The cry for relief from the angel tax is not about a tax holiday being disallowed, but about addressing the difficulty new ventures face in securing appropriate funding
The Government’s “Startup India” initiative continues to receive flak as the startup ecosystem faces new hurdles, and the ‘angel tax’ controversy affects access to capital. In the last 24 hours, at least two startups have complained that their company accounts were frozen by the tax department and money was withdrawn on account of angel tax demands. This warrants not just a review of angel tax but a full repeal.
The tax backstory
The angel tax dates back to the Finance Bill of 2012 where Section 56(2)(viib) of the Income Tax Act, 1961 was introduced with the purpose of curbing money laundering via inflated share price issuance. It is the tax levied by the government on any private company that raises capital above its fair market value. The difference between this FMV and the price at which the shares are issued is deemed as income (from other sources) and taxed at the maximum marginal rate.
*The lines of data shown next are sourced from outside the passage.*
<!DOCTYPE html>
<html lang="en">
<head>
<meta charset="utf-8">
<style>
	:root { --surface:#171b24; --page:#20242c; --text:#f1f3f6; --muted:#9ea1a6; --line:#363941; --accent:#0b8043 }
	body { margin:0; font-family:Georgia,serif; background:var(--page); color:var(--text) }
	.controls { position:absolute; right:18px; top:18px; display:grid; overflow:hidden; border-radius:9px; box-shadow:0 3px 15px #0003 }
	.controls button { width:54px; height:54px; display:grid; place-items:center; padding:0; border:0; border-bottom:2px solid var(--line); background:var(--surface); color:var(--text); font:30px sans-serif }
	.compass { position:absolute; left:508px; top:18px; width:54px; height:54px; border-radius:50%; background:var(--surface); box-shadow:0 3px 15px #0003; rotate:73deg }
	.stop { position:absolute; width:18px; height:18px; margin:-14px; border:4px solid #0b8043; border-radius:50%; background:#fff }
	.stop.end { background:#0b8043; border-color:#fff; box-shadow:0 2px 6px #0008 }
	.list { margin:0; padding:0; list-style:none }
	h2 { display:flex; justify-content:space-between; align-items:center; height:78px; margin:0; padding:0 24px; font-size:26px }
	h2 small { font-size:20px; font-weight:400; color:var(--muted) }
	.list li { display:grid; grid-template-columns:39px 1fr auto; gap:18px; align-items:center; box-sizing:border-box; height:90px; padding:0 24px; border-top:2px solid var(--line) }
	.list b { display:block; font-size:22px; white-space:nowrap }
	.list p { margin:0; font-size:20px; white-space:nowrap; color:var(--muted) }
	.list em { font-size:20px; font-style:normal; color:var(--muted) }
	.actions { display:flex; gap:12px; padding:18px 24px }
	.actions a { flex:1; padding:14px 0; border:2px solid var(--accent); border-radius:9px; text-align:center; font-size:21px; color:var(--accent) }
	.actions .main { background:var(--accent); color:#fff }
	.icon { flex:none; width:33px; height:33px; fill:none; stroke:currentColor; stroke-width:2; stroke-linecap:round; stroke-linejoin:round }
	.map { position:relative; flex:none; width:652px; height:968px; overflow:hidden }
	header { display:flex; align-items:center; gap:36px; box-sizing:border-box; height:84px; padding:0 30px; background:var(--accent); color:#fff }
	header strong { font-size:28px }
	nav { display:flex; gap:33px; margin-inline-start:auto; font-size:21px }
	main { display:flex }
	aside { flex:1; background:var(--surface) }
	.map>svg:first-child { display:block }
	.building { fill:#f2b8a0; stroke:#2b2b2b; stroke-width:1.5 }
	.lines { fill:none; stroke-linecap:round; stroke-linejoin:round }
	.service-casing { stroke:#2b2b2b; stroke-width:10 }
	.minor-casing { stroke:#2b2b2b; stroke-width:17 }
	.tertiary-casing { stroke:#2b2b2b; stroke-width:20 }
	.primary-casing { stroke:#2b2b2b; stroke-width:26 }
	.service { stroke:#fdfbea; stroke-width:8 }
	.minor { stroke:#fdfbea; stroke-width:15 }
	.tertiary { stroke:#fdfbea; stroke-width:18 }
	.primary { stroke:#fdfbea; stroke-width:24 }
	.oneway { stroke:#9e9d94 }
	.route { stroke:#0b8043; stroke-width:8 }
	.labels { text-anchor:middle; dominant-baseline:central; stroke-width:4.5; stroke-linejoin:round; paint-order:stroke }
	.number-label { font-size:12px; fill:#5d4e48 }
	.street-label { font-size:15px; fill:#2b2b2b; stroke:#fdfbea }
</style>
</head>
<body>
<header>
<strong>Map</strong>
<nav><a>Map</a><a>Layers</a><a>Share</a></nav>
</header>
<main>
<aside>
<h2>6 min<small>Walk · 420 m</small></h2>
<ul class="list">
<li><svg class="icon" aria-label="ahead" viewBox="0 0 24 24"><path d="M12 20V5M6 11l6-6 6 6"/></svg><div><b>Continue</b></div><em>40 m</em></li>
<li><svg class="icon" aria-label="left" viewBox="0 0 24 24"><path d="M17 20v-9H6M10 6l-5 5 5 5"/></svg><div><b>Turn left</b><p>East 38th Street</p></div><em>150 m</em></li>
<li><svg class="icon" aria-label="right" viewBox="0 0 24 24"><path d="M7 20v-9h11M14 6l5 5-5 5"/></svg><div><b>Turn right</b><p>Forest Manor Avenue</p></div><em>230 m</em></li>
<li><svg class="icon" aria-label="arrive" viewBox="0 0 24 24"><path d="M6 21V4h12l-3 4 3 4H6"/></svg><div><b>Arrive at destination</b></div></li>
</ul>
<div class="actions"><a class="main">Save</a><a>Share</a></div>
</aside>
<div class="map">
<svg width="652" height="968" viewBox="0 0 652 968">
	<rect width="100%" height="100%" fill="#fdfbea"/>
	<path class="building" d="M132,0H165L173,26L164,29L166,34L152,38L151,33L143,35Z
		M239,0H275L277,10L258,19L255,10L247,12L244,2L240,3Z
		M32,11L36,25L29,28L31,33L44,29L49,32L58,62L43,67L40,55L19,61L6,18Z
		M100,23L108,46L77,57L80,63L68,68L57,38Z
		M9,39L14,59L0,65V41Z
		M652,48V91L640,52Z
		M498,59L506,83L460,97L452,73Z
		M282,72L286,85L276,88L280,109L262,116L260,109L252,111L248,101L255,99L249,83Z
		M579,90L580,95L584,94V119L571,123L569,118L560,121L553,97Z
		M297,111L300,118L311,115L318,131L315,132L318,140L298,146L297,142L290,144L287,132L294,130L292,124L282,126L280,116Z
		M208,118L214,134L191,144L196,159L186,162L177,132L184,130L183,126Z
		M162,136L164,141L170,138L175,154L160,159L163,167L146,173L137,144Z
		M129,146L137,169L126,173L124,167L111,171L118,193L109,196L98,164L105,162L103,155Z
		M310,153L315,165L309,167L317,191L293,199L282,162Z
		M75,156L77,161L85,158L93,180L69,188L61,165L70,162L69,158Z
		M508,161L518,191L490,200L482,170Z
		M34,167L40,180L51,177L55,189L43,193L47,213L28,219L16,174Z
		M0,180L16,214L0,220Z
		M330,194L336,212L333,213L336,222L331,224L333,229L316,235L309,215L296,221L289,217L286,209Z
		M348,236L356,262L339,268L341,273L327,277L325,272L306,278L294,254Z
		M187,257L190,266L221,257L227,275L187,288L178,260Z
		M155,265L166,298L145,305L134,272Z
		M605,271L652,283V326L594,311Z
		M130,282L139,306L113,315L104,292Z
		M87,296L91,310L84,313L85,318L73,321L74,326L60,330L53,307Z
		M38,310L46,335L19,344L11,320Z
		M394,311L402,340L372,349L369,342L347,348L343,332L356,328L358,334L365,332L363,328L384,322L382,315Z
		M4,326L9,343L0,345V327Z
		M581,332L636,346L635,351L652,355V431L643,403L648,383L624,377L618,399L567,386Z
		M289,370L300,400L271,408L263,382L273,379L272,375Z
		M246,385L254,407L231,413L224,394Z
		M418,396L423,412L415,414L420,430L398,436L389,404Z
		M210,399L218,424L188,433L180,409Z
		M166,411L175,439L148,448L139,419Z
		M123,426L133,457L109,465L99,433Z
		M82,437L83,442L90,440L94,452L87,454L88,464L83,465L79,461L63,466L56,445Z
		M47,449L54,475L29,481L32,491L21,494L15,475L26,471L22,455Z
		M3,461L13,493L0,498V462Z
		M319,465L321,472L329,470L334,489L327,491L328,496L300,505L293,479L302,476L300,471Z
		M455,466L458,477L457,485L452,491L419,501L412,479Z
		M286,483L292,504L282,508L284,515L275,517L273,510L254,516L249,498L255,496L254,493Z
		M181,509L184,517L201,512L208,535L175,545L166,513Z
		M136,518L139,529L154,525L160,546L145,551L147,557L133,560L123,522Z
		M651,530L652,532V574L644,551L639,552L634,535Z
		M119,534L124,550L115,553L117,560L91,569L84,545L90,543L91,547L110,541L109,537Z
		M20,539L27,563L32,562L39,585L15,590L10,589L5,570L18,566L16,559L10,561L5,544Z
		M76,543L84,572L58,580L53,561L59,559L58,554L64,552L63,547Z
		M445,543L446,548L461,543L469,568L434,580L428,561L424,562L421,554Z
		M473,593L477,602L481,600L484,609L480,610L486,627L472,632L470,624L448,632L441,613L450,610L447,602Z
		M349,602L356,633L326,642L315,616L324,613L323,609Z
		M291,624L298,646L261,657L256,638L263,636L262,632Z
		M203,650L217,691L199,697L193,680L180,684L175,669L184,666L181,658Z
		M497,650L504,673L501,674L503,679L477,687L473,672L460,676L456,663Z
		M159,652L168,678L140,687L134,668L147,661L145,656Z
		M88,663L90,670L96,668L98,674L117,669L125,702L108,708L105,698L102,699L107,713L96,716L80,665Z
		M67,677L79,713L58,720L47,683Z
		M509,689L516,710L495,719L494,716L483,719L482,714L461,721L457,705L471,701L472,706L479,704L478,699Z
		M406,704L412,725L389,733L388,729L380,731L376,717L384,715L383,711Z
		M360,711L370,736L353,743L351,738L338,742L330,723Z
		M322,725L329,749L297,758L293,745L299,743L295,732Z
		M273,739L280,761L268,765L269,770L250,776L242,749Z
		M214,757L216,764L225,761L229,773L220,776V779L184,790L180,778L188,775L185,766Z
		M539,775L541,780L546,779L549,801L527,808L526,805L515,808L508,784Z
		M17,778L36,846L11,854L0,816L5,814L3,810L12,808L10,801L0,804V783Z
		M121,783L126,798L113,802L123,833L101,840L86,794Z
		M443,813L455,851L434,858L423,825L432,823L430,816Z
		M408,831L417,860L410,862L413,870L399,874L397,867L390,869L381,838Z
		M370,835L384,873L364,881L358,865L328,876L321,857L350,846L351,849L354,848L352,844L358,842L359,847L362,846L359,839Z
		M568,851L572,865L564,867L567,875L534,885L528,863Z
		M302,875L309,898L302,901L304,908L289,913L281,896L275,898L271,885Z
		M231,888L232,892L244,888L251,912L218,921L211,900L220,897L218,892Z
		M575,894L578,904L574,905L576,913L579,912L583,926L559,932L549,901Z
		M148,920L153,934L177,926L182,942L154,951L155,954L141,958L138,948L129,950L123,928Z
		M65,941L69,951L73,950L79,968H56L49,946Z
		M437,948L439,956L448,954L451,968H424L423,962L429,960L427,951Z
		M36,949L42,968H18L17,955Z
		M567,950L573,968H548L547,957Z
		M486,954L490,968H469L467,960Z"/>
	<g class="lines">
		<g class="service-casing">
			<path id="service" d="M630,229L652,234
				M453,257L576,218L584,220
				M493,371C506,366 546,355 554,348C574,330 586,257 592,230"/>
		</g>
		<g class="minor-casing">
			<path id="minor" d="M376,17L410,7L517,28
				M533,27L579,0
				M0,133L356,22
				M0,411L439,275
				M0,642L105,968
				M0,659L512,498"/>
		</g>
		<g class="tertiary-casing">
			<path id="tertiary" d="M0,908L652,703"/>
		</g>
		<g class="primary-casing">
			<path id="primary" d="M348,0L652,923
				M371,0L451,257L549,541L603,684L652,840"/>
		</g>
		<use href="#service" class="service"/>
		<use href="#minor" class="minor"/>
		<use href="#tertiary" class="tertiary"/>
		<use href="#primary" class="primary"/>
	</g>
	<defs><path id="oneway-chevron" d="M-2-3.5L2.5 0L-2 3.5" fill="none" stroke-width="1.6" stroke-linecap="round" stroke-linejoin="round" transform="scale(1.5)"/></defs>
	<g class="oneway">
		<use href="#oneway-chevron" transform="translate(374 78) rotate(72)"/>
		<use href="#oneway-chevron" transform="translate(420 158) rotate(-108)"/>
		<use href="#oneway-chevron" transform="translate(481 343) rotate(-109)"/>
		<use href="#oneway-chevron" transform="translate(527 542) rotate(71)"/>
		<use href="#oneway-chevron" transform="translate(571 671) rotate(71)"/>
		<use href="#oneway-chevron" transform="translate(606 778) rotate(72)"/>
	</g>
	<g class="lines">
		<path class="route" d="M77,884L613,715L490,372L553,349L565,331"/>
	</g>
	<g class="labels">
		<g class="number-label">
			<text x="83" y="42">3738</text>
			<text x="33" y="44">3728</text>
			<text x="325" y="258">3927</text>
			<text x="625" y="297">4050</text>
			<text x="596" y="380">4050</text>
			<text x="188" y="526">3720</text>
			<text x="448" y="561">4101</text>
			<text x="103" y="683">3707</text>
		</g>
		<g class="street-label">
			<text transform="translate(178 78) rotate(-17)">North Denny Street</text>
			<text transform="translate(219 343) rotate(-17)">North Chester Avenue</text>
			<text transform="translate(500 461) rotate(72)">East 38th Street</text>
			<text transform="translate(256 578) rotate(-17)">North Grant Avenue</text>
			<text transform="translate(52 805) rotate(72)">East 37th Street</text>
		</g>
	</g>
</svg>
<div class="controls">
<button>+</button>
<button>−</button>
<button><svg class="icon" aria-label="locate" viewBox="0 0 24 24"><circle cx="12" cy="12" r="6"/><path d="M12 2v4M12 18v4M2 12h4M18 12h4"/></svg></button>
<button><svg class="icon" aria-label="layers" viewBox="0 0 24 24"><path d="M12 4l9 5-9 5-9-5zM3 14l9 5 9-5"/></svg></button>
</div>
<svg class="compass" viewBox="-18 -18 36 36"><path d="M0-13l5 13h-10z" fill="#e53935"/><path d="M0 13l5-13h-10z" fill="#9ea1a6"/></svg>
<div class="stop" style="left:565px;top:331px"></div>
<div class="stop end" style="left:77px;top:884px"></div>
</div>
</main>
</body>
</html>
The angel tax controversy has centered around valuations arrived at during various rounds of startup funding. This has been a problem for entrepreneurial ventures as there is no definitive or objective way to measure a startup’s ‘fair market value’. The determination of this FMV is based on two valuation methodologies: net asset value and discounted cash flow basis. The Department of Revenue has lately started assessing the value of startups based on their net asset value. While the well-intended objective seems to be to crack down on black money, genuine startup funding transactions have come under the scanner of the taxman.
Several startups have found it difficult to justify the higher valuation to tax officials.